In 1880, Cyril travelled to England where he took his examination at the Royal Institute of British Architects, returning to Australia to put up his plate as "Cyril Blacket A.R.I.B.A.". In 1903, he was elected president of the New South Wales Institute of Architects. After Edmund's death, Cyril and Arthur worked for a time as "Blacket Brothers", the most famous building of this period being the Hunter Baillie Memorial Church, (1886) which from its position on the ridge pays homage across the suburbs of Annandale and Camperdown to their father's spire of St Stephen's, Newtown, on the parallel ridge. Cyril's other well-known work is the chapter-house for St. Andrew's Cathedral. Two later Blackets, Cyril's son Pendril and Harold Wilfred Blacket were to follow the family tradition as architects.

During the 1850s, Blacket employed James Barnet, who had emigrated from Scotland, having studied architecture under C.J. Richardson.

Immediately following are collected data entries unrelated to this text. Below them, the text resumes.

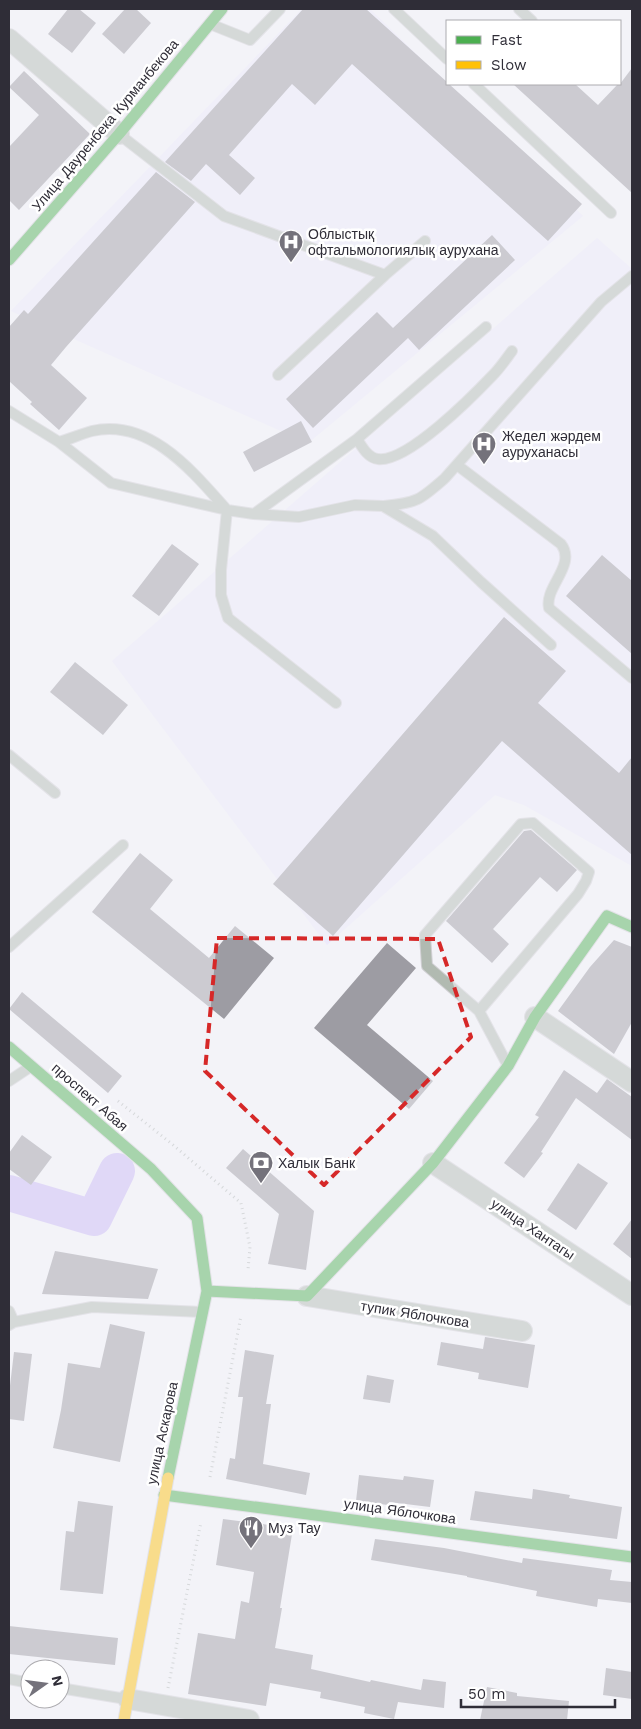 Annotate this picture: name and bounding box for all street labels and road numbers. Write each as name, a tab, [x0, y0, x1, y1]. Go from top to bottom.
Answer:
street label: Улица Дауренбека Курманбекова	[28, 36, 182, 214]
street label: проспект Абая	[49, 1060, 131, 1134]
street label: улица Хантагы	[488, 1195, 578, 1263]
street label: тупик Яблочкова	[360, 1298, 471, 1331]
street label: улица Аскарова	[143, 1380, 181, 1486]
street label: улица Яблочкова	[343, 1495, 457, 1527]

He worked for Blacket as Clerk of Works for Sydney University, and it has been suggested that the massive hammer-beam roof of the Great Hall may have been his design. Barnet was to become the most successful of the Colonial Architects, with many of his public buildings still serving their original purposes.

Of all the architects associated with Blacket, the one who would become most famous was John Horbury Hunt, who worked with him from 1863 to 1868. It was at this time, that Blacket's architecture developed bolder forms, based upon Norman, Transitional and Early French Gothic architecture, rather than the more refined Gothic. This is particularly noticeable in the presence of simple round windows divided by four circles of tracery in the gables of several churches of this time. Blacket permitted his staff to enter competitions, and it was while at Blacket's office that Horbury Hunt won the commission for Newcastle Cathedral, to be executed in his preferred material of brick. The brick church at Tumut, consecrated in 1873, is ascribed to Blacket, but appears to owe much to Hunt. Hunt, who lived most of his early life in North America, had previously worked under Edward Clarke Cabot. One of innovations that he introduced to Australian architecture while working for Blacket was the saw-tooth roof for industrial building, which was employed at Mort's Woolstore. Hunt appears to have been influenced by the Arts and Crafts Movement, particularly Philip Webb, and ultimately he created buildings of great originality such as the Anglican Cathedrals of Cathedrals of Grafton and Armidale.